▶ [DATA TO USE]:
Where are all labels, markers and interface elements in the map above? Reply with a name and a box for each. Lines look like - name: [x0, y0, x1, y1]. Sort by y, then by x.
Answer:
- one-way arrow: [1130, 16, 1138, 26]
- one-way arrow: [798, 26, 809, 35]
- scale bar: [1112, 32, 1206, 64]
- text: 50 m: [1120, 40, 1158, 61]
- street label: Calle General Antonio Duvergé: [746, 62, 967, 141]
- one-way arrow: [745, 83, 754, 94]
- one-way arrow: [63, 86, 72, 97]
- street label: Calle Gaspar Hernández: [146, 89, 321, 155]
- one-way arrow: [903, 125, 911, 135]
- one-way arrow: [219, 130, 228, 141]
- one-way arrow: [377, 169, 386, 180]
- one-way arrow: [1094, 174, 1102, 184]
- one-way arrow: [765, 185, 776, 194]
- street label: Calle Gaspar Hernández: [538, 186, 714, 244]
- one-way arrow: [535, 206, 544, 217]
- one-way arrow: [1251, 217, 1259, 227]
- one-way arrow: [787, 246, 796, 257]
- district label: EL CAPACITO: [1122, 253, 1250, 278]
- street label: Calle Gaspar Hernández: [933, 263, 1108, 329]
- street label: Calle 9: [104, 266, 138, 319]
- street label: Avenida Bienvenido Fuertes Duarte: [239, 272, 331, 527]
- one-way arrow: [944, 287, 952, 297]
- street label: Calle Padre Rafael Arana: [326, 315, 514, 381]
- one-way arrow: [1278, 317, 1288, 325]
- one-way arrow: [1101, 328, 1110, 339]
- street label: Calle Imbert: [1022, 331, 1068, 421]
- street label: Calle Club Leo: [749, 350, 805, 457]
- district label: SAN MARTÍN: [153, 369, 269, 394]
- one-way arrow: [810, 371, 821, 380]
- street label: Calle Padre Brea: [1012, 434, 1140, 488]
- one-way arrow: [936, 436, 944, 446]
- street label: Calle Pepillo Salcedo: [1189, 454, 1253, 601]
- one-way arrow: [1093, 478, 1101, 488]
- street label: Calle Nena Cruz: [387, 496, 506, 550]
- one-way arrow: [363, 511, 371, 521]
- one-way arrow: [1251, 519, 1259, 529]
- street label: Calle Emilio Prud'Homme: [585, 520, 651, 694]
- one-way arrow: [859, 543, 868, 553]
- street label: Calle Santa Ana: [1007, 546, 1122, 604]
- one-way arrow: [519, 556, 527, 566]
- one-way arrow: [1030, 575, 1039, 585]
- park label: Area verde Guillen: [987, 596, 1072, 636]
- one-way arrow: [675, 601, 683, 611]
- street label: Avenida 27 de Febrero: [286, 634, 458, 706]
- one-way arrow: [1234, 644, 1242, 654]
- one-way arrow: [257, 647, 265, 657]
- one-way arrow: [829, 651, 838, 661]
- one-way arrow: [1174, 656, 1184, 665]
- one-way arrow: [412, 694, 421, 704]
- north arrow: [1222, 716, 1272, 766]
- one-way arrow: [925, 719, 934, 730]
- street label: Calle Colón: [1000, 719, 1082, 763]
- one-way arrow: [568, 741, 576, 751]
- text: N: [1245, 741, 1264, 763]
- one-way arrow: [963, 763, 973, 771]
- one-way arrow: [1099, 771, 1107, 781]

▶ [INSTRUCTIONS TO FOLLOW]: When the entries above are retyped, each line must stay exactly as it is.

▶ [COMPLETED TASK]:
Where are all labels, markers and interface elements in the map above? Reply with a name and a box for each. Lines look like - name: [x0, y0, x1, y1]. Sort by y, then by x.
Answer:
- one-way arrow: [1130, 16, 1138, 26]
- one-way arrow: [798, 26, 809, 35]
- scale bar: [1112, 32, 1206, 64]
- text: 50 m: [1120, 40, 1158, 61]
- street label: Calle General Antonio Duvergé: [746, 62, 967, 141]
- one-way arrow: [745, 83, 754, 94]
- one-way arrow: [63, 86, 72, 97]
- street label: Calle Gaspar Hernández: [146, 89, 321, 155]
- one-way arrow: [903, 125, 911, 135]
- one-way arrow: [219, 130, 228, 141]
- one-way arrow: [377, 169, 386, 180]
- one-way arrow: [1094, 174, 1102, 184]
- one-way arrow: [765, 185, 776, 194]
- street label: Calle Gaspar Hernández: [538, 186, 714, 244]
- one-way arrow: [535, 206, 544, 217]
- one-way arrow: [1251, 217, 1259, 227]
- one-way arrow: [787, 246, 796, 257]
- district label: EL CAPACITO: [1122, 253, 1250, 278]
- street label: Calle Gaspar Hernández: [933, 263, 1108, 329]
- street label: Calle 9: [104, 266, 138, 319]
- street label: Avenida Bienvenido Fuertes Duarte: [239, 272, 331, 527]
- one-way arrow: [944, 287, 952, 297]
- street label: Calle Padre Rafael Arana: [326, 315, 514, 381]
- one-way arrow: [1278, 317, 1288, 325]
- one-way arrow: [1101, 328, 1110, 339]
- street label: Calle Imbert: [1022, 331, 1068, 421]
- street label: Calle Club Leo: [749, 350, 805, 457]
- district label: SAN MARTÍN: [153, 369, 269, 394]
- one-way arrow: [810, 371, 821, 380]
- street label: Calle Padre Brea: [1012, 434, 1140, 488]
- one-way arrow: [936, 436, 944, 446]
- street label: Calle Pepillo Salcedo: [1189, 454, 1253, 601]
- one-way arrow: [1093, 478, 1101, 488]
- street label: Calle Nena Cruz: [387, 496, 506, 550]
- one-way arrow: [363, 511, 371, 521]
- one-way arrow: [1251, 519, 1259, 529]
- street label: Calle Emilio Prud'Homme: [585, 520, 651, 694]
- one-way arrow: [859, 543, 868, 553]
- street label: Calle Santa Ana: [1007, 546, 1122, 604]
- one-way arrow: [519, 556, 527, 566]
- one-way arrow: [1030, 575, 1039, 585]
- park label: Area verde Guillen: [987, 596, 1072, 636]
- one-way arrow: [675, 601, 683, 611]
- street label: Avenida 27 de Febrero: [286, 634, 458, 706]
- one-way arrow: [1234, 644, 1242, 654]
- one-way arrow: [257, 647, 265, 657]
- one-way arrow: [829, 651, 838, 661]
- one-way arrow: [1174, 656, 1184, 665]
- one-way arrow: [412, 694, 421, 704]
- north arrow: [1222, 716, 1272, 766]
- one-way arrow: [925, 719, 934, 730]
- street label: Calle Colón: [1000, 719, 1082, 763]
- one-way arrow: [568, 741, 576, 751]
- text: N: [1245, 741, 1264, 763]
- one-way arrow: [963, 763, 973, 771]
- one-way arrow: [1099, 771, 1107, 781]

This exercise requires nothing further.